WHAT TO WORK ON:
Scan the listing beneath this sentence. Report each line with the word "symbols".

[SOURCE MATERIAL — start]

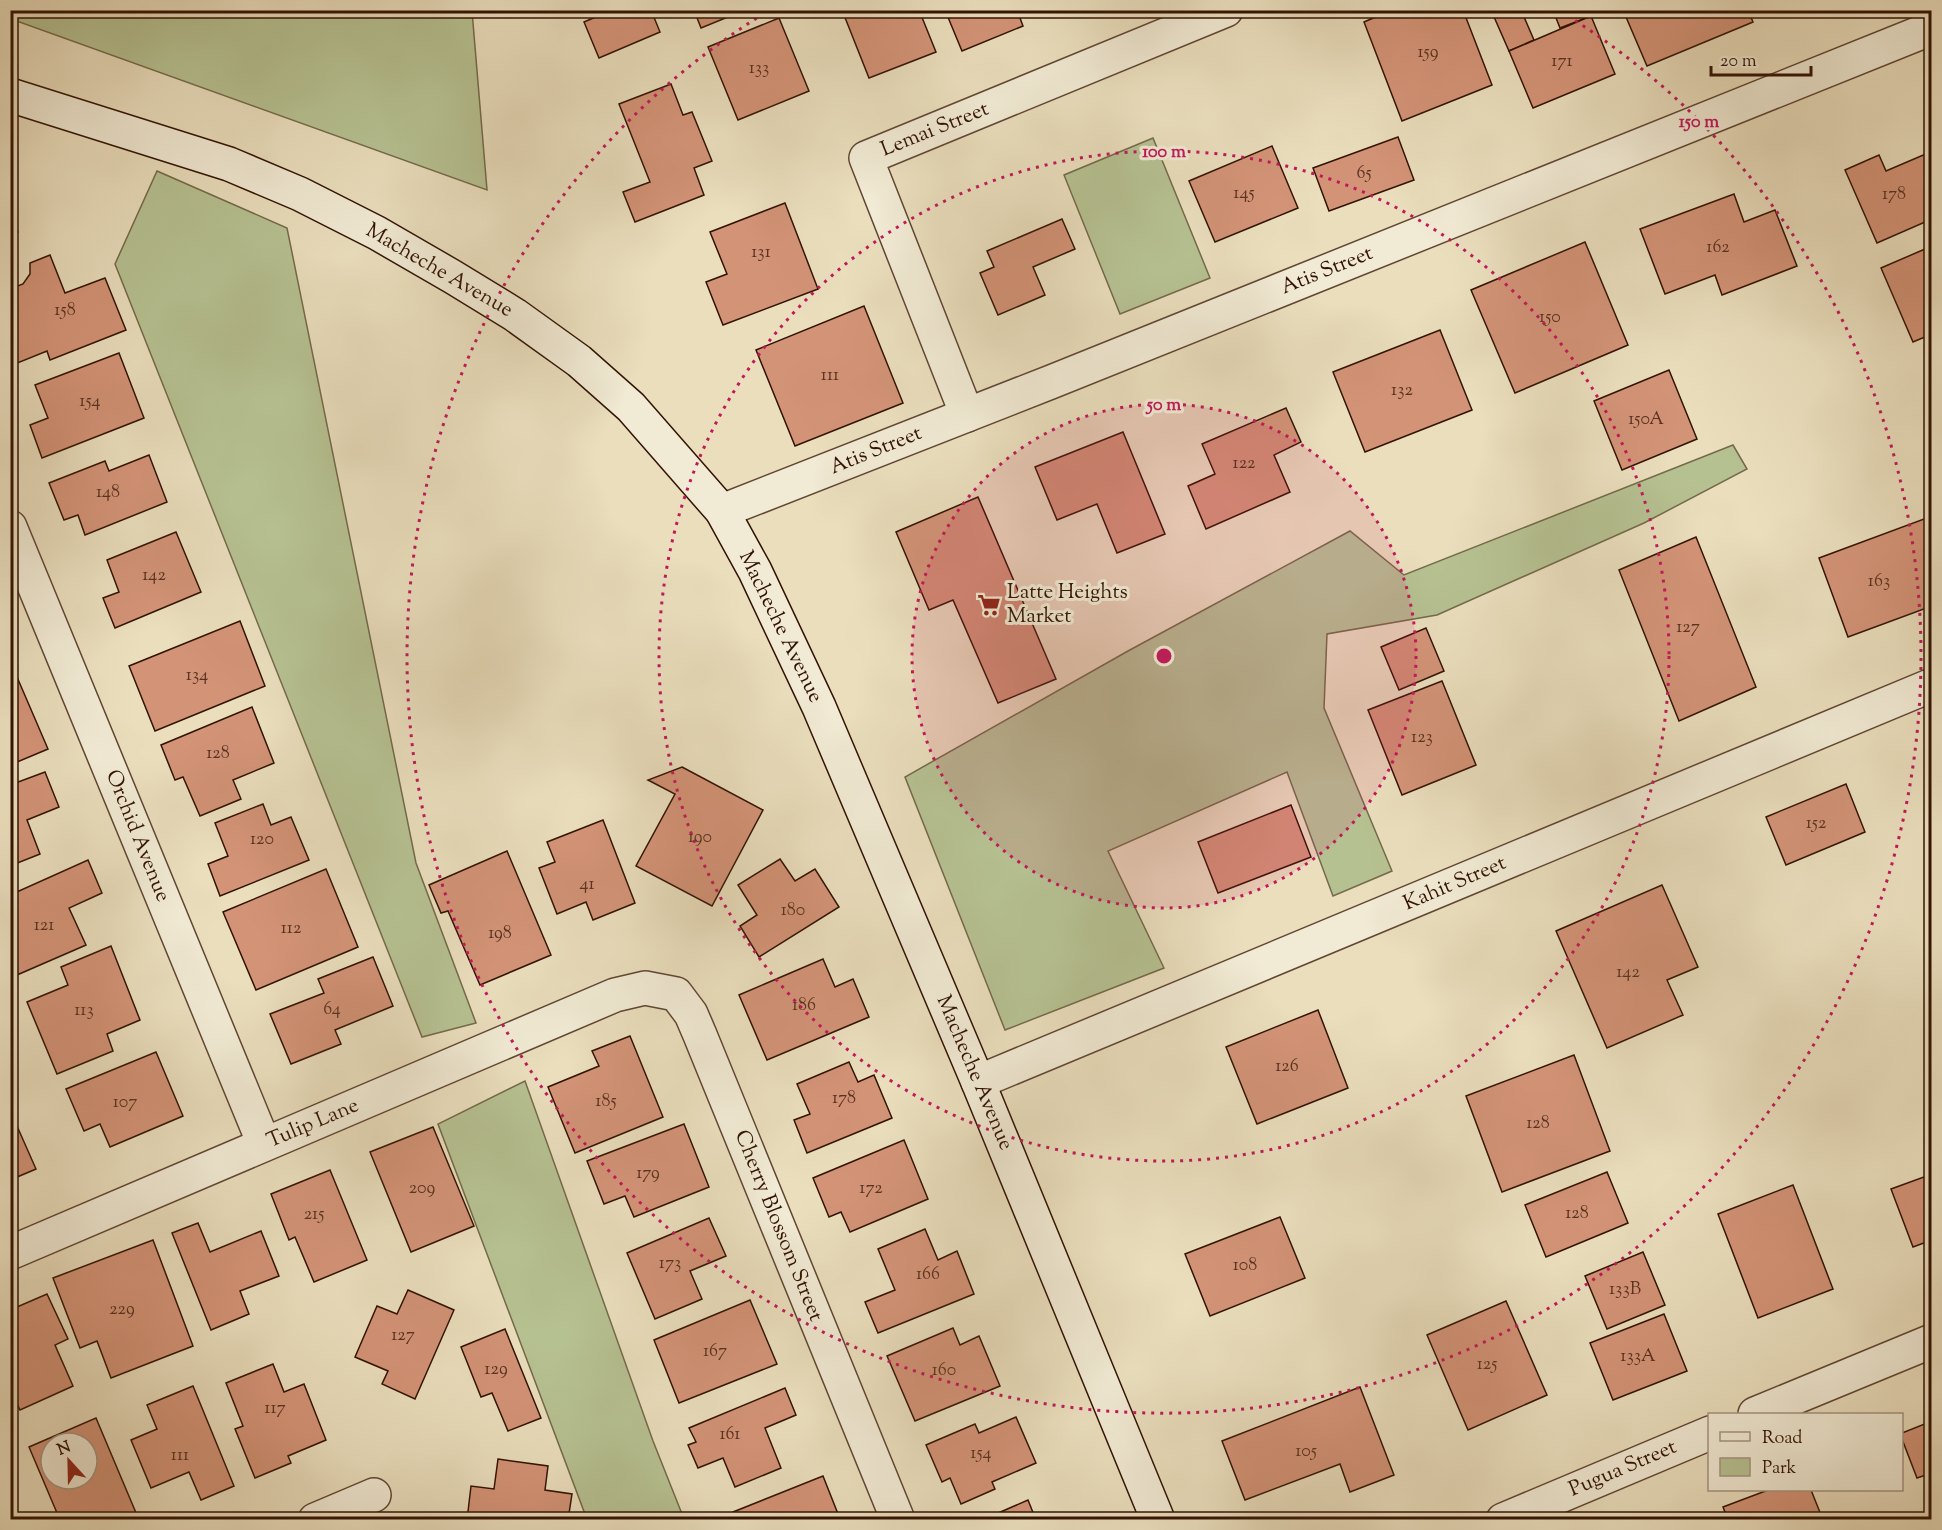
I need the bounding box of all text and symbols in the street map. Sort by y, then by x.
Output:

[SOURCE MATERIAL — finish]
[SOURCE MATERIAL — start]

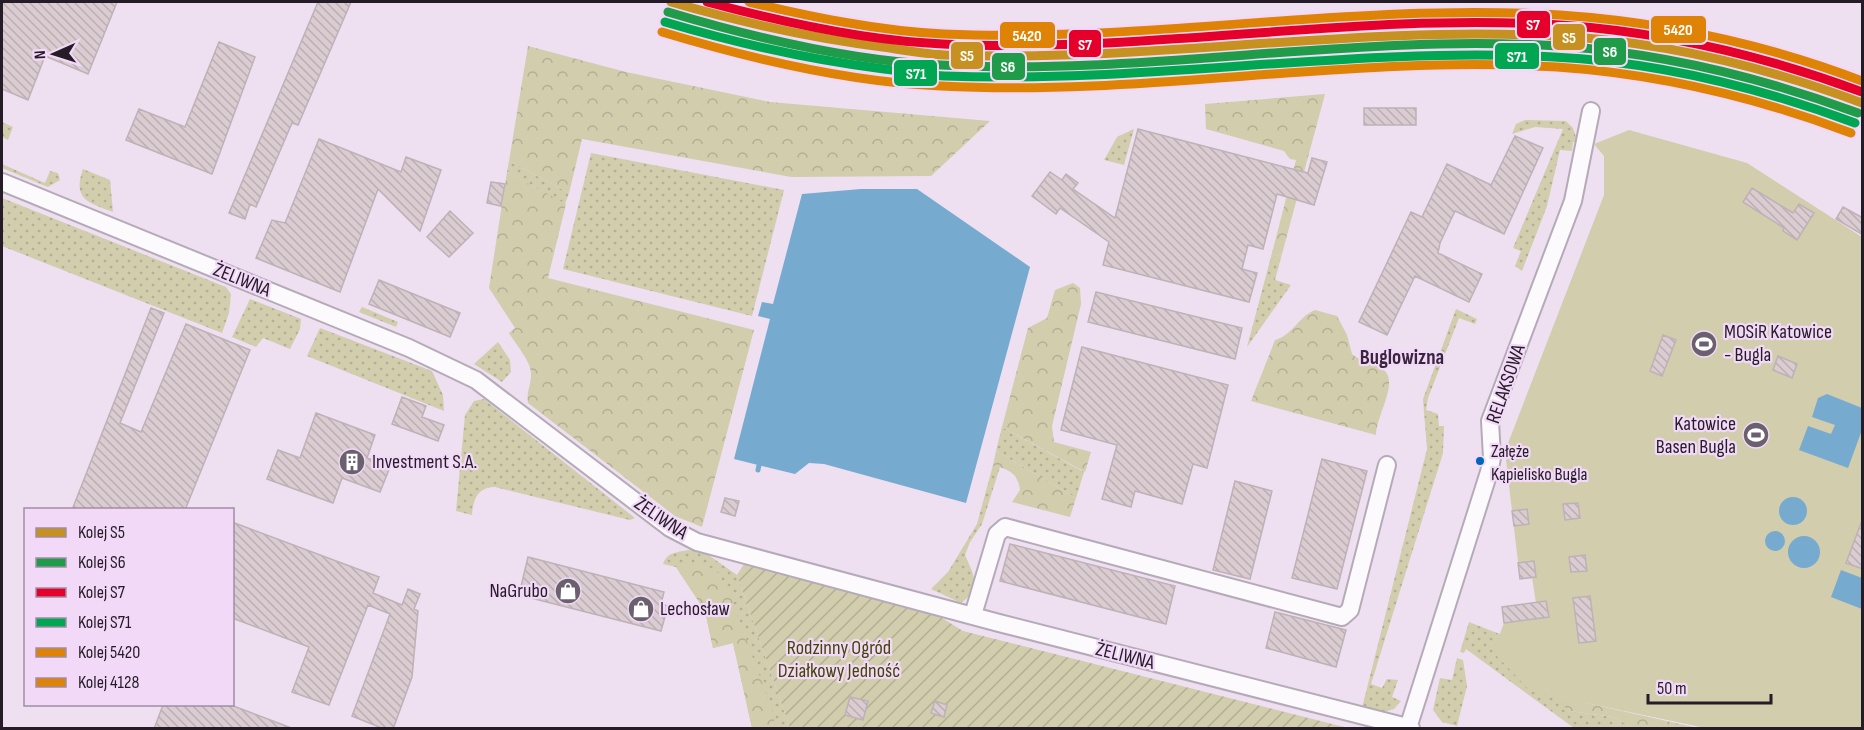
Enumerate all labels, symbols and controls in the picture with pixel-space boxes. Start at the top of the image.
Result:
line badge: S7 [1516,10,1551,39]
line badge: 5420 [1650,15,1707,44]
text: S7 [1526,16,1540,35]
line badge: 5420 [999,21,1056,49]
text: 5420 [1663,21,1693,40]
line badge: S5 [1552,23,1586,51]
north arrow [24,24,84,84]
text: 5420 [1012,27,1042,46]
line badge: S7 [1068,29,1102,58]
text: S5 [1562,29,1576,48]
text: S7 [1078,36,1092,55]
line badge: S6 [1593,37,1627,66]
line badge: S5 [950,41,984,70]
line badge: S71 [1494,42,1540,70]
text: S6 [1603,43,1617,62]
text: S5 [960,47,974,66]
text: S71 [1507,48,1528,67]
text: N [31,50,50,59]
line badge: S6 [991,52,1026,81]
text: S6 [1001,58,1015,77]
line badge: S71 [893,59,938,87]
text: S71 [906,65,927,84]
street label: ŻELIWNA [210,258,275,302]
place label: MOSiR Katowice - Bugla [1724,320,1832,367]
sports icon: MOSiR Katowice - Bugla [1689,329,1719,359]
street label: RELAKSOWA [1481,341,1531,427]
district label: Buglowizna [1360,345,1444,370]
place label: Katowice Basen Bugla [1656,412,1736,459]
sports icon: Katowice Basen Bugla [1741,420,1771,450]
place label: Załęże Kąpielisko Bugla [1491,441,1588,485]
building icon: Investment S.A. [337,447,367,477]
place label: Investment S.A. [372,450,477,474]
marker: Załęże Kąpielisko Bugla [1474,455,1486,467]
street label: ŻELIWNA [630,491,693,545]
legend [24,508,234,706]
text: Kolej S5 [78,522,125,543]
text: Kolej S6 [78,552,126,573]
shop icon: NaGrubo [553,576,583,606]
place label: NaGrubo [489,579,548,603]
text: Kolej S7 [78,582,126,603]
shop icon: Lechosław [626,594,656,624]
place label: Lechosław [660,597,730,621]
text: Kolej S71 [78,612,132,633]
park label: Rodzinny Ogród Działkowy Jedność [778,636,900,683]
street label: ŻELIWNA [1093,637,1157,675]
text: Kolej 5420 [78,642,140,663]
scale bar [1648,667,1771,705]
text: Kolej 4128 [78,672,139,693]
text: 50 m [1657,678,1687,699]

[SOURCE MATERIAL — finish]

YOUR SOLUTION:
I need the bounding box of all text and symbols in the street map. Sort by y, then by x.
Enumerate all labels, symbols and controls in the picture with pixel-space boxes. Start at the top of the image.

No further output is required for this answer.